A/N: First off, an apology to my Pretty Boy Syndrome readers, MidoKise week took priority, sorry, sorry, so sorry.

Secondly, Happy MidoKise week~! *confetti* (ノ◕ヮ◕)ノ*:・゚✧

I had somehow convinced myself that the week started much later than it does and imagine my surprise when I got on tumblr had a dawning realization of the terrible, terrible truth...

On that note, onwards to the fic... Enjoy~! :DD


Kise liked Midorima. A lot. And Midorima can tolerate his company for an hour and 45 minutes on good days for cancers, which was pretty much a love confession in itself.

Needless to say, the majority of the Teiko basketball club disagreed. Strongly.

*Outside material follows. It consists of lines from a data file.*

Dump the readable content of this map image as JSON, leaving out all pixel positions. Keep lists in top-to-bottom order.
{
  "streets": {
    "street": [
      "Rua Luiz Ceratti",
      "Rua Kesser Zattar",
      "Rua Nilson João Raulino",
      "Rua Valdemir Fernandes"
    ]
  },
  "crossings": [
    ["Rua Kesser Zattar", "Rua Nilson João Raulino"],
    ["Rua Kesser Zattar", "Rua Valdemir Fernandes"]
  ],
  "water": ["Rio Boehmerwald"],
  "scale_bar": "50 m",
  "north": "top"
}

They should really learn to be less nitpicky about the minor details. Tiny irrelevant, inconsequential details like Kise actually asking Midorima out on a date or even expressing any degree interest. Kise usually didn't have to deal with such troublesome things since everyone pretty much threw themselves at him if he dared make eye contact for more than 3 seconds.

Midorima Shintarou was very much not everyone.

So Kise had a problem and Google was his personal god the same way Oha Asa was Midorima's and that's how he ended up with 15+ tabs open with titles like 'How to Get a Guy to Like You', 'The Secret to Getting Any Man', '4 Traits Men Find Irresistible' and 'Cosmo Wants To Help You Trap A Man, Ladies'

"Kise-kun, what exactly are you-" Kise startled and then froze when he heard the voice of a familiar someone who had a terribly bad habit of appearing out of nowhere and scaring the living daylights ,and on occasion even nightlights, out of people.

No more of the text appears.